Optional musical accompaniment to this post:
So it’s been a minute since I last updated you on the comings and goings at Anti-Hero Brewing. It’s been a busy year inside and outside of brewing. I spent a good portion of February in St. Croix soaking up as much of the sun that could penetrate my chest sweater. I’ve also managed to sneak in three brew days already this year. That may not sound impressive (I mean, it boils down – no pun intended – to one per month), but you have to remember that here in the Boston area we spend most of the winter in sub-freezing weather and under 3000 feet of snow (rough estimate). Thankfully, this year we’ve been #blessed with unseasonable warmth (but still plenty of snow). I usually only get two brew days, at best, in between 1/1 and 4/1 each year. I play catch-up in the warmer months.
But I’m getting ahead of myself. I wanted to take a few minutes in-between a busy workday to reset on the blog. I’ve been doing this shit since March 23, 2013, and with my four year brewing and blogging anniversary coming up, I figured it’d be a good time to reflect.

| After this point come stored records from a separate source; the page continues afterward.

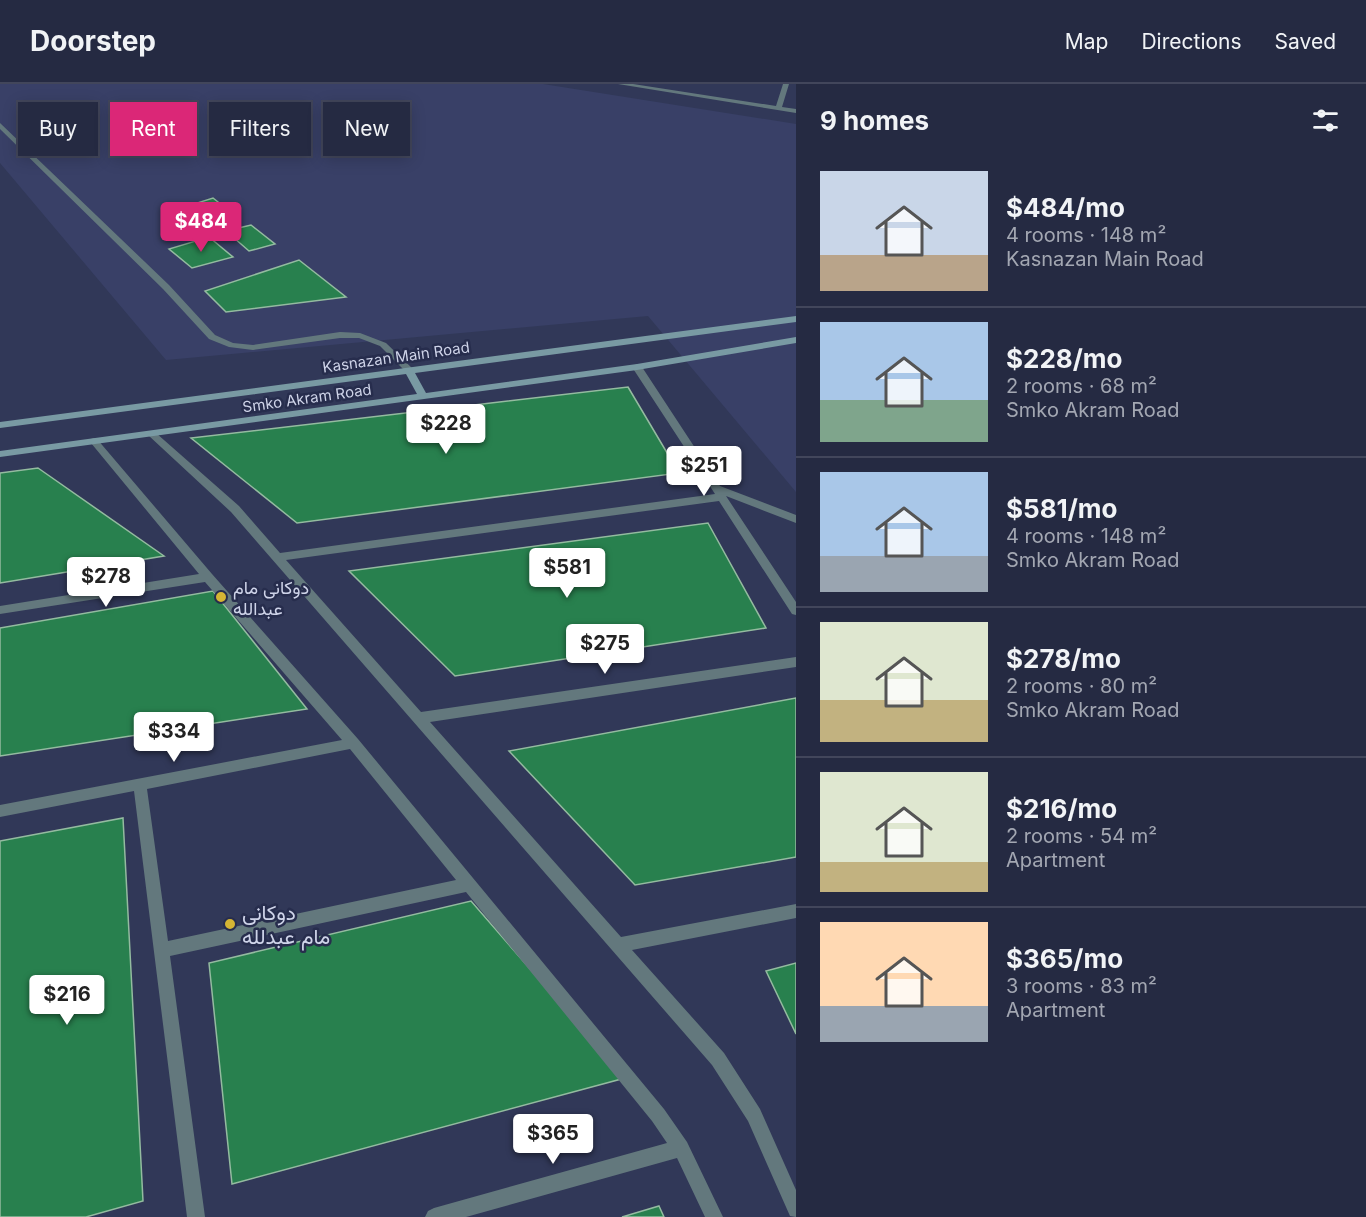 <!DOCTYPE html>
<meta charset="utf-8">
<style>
:root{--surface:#252a42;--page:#31364d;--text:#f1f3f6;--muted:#a3a7b2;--line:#42465b;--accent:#db2777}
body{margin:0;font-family:Inter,Vazirmatn,sans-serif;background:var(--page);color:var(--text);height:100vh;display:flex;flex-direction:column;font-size:22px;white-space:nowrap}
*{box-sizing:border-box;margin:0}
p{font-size:20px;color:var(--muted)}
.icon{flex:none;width:33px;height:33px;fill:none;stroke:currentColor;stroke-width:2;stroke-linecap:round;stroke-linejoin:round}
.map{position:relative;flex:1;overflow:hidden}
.sheet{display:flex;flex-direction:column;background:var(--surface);width:570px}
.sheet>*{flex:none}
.banner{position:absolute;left:18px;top:18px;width:570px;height:54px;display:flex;gap:12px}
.price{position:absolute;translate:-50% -51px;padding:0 14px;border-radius:6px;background:#fff;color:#222;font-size:20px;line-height:39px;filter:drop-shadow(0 2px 3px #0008)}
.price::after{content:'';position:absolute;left:50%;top:36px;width:18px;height:14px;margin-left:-9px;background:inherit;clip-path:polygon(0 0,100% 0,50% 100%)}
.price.selected{background:var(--accent);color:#fff}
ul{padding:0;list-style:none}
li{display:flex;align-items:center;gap:18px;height:150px;padding:0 24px}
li+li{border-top:2px solid var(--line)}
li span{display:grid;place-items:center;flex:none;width:168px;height:120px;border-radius:0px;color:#555}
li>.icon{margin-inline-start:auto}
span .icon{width:72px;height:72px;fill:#fffc;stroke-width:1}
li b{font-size:26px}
h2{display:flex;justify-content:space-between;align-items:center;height:72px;padding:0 24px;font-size:26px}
.tag{padding:0 21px;border-radius:0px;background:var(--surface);box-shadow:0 3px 15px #0003,0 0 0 2px var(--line);font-size:21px;line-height:54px}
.tag.selected{background:var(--accent);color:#fff}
header{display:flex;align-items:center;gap:36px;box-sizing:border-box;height:84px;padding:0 30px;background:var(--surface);border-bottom:2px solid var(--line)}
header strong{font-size:28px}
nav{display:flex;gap:33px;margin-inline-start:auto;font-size:21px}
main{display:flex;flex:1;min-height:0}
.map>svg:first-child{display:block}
.built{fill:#394067}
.building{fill:#28804e;stroke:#94bba0;stroke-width:1.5}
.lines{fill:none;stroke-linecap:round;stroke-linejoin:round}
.street{fill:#63787d;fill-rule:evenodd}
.secondary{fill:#799aa3;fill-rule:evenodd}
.poi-dot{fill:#d5b534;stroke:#272d4d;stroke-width:2}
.labels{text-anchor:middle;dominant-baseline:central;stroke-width:5;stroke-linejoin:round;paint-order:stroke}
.far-street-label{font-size:15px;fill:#cfd4e9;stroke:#272d4d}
.poi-label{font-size:18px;fill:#cfd4e9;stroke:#272d4d;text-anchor:start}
.near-poi-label{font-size:21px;fill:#cfd4e9;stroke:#272d4d;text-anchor:start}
</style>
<header>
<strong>Doorstep</strong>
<nav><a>Map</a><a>Directions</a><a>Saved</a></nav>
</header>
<main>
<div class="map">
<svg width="796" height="1133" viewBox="0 0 796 1133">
<rect width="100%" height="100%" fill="#313858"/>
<!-- built -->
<polygon class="built" points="0,0 543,0 796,40 796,408 648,232 166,276 0,79"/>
<!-- building -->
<g class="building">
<polygon points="213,114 238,134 198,147 175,126"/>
<polygon points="251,141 275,160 249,167 226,147"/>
<polygon points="209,153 233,173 192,184 169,165"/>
<polygon points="299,176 346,213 226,228 205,207"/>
<polygon points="628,303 679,389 297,439 191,354"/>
<polygon points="38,384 164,472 0,499 0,389"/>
<polygon points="708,439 766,544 455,592 349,487"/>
<polygon points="213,507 307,625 0,672 0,544"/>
<polygon points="796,614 796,773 635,801 509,667"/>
<polygon points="123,734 143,1117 86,1133 0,1133 0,757"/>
<polygon points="471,817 625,994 232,1100 209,879"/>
<polygon points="796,879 796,950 766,887"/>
<polygon points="659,1122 664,1133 622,1133"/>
</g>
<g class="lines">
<!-- street -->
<g class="street">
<polygon points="618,0 633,0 776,22 783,0 789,0 782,23 796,25 796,29"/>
<polygon points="0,39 169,201 215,251 233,259 253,261 340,248 360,249 386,259 414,286 409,289 406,288 380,262 359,254 340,254 253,266 229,263 209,255 163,205 0,45"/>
<polygon points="637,280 642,283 720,402 796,431 796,439 726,412 796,518 796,531 792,530 719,417 286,476 421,628 796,573 796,583 430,638 621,853 796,820 796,834 632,866 724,969 760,1025 796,1106 796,1133 790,1132 748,1037 712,981 231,428 148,351 153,348 156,349 239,422 280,469 715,410 632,283"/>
<path d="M94,354L97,355L212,490L358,655L664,1025L687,1058L723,1133H705L677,1074L466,1133H425L428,1127L434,1124L667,1059L652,1037L466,808L170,872L205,1133H187L134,707L0,733V721L342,656L205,498L0,530V522L199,490L91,359V355ZM350,665L456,796L168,857L147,705Z"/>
</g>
<!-- secondary -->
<polygon class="secondary" points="796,232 796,238 415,289 426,309 637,280 796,253 796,259 637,286 0,373 0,367 417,310 406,290 0,344 0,338"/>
</g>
<!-- markers -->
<g class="poi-dot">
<circle cx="221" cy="513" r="6"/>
<circle cx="230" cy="840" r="6"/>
</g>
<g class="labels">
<!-- far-street labels -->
<g class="far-street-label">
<text transform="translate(396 273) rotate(-8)">Kasnazan Main Road</text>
<text transform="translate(307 314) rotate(-8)">Smko Akram Road</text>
</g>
<!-- poi labels -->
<g class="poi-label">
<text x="233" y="503">دوكانى مام<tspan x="233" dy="21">عبداللە</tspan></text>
</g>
<!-- near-poi labels -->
<g class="near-poi-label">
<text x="242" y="828">دوکانی<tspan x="242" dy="24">مام عبدللە</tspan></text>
</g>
</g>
</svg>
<b class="price selected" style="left:201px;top:169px">$484</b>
<b class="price" style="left:446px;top:371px">$228</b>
<b class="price" style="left:704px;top:413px">$251</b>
<b class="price" style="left:567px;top:515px">$581</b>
<b class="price" style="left:106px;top:524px">$278</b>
<b class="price" style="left:605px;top:591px">$275</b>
<b class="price" style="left:174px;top:679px">$334</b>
<b class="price" style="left:67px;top:942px">$216</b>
<b class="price" style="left:553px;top:1081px">$365</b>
<div class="banner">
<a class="tag">Buy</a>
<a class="tag selected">Rent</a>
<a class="tag">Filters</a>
<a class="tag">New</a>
</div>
</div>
<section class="sheet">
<h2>9 homes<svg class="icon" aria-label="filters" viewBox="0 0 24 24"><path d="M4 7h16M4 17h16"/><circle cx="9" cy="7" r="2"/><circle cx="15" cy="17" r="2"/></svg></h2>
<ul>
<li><span style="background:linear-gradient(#c9d6e8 70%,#b9a48a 0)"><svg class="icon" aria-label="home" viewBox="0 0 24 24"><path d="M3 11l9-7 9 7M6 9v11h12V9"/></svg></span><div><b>$484/mo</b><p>4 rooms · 148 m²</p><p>Kasnazan Main Road</p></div></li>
<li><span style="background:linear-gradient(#a9c7e8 65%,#7fa58c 0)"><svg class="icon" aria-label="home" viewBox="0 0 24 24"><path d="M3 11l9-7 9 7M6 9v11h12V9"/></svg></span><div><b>$228/mo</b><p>2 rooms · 68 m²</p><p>Smko Akram Road</p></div></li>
<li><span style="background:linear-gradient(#a9c7e8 70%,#9aa5b1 0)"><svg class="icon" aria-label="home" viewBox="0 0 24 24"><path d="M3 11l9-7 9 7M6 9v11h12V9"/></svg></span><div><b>$581/mo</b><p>4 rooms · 148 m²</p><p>Smko Akram Road</p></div></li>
<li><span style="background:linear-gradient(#dfe7d0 65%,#c2b280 0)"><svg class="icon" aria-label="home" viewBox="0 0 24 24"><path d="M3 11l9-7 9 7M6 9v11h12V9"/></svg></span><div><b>$278/mo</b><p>2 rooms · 80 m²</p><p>Smko Akram Road</p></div></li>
<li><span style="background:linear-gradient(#dfe7d0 75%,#c2b280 0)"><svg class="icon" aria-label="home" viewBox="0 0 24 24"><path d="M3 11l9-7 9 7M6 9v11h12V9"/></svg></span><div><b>$216/mo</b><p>2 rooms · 54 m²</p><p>Apartment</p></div></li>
<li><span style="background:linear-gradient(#ffd9b3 70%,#9aa5b1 0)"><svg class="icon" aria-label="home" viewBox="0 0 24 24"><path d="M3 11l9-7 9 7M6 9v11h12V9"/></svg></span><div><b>$365/mo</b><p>3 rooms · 83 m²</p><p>Apartment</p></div></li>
</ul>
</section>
</main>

Over the past four years this blog has taken on many different forms. It’s been a brewing log/journal, an occasionally beer review rag, and even briefly a poorly-worded indictment of Craft Beer Culture. That last one being the most read and most controversial. But it all started with a Mr. Beer Kit and a bad pun. As I bumbled and fumbled my way through brewing and blogging, I gradually learned from my mistakes (usually on the third or forth pass) and I’d like to think I’ve come a long way as a brewer (as a writer, I’m still dog-shit).
My love of homebrewing followed by my love of craft beer, and my like of blogging followed a love for writing and social media. I’ve had a few “personal” blogs over the years, but I largely entered the world of beer through Twitter and Untappd. I was one of the beta testers for the latter, and an early adopter of the former. My out-spoken opinions in-and-outside of craft beer garnered me slightly more attention than your average shit-poster, and I began attending craft beer events and meeting folks on the other side of the computer screen. I was a few years out of college and most of my friends had either moved away or lacked disposable income, so I did the hardest thing any adult can do: met new people.
I met beer writers, brewers, bar/beer managers, bartenders, and just regular old drunks. I told some of these people about this blog and some of them told other people. Some folks were polite and claimed they’d heard of it, which led to the tagline: “The Hill Farmstead of Beer Blogs,” because people kept telling me they “haven’t read it, but I’ve heard good things.” It was nice platitude, and it led to some dopes actually paying me to write for their websites.
All Aboard the Struggle-Bus
But I’ve never had a concise vision for this blog. I enjoyed reading other beer blogs and wanted to get in on the party. I created this blog to start a conversation, and I started that conversation like a drunk on the Red Line: by screaming loudly and profanely and seeing if anyone would engage me. And surprisingly, a lot of people did. I attribute this to the Pareto Principle as applied (inversely) to human decency: if 80% of people are assholes, that leaves 20% that are less-than-assholes (and maybe even nice!).
When I started sharing my journey into homebrewing, I purposefully did something different from what I’d seen on other beer blogs: I highlighted my failures. For example:
Much like my teenage poetry, these were poorly constructed cries for help. I tried to present my mistakes in an entertaining way, because it helped me from getting discouraged with my new hobby and it seemed to be getting people to read and respond. Around this same time, I joined a homebrew club in nearby Weymouth: the Metro South Homebrew League aka The Mash Holes.
Homebrew Club or Beer Farts in a Confined Space
A few guys at my local homebrew shop decided to start a homebrew club right around the time I was looking for one to join. I happened to see a flyer at the shop, reached out to JD and was one of the ten or so guys at the first meeting. From there the club has grown to about 30-35 members, had 3-4 guys go on to work at professional breweries, and made the horrible mistake of electing me as their president/dictator.
It’s been a wild three years with the Mash Holes, and I’ve made more friends through this club than in any other way since college. For anyone considering joining a homebrew club: do it. For anyone considering starting a homebrew club: do it.
Four More Years?
I started this entry to just get back into the habit of blogging about my brewing. I just entered two beers into a local competition and had planned to talk about those, but as I realized that I was writing right around my 4-year anniversary, I got a little introspective. I well-and-truly love brewing. It may get lost some times in my tirades, frustrations, (copious) mistakes, and rantings but I fucking love doing this. And to all of you who have been a part of it – readers, commenters, fellow brewers, sponsors, Gregs – thank you.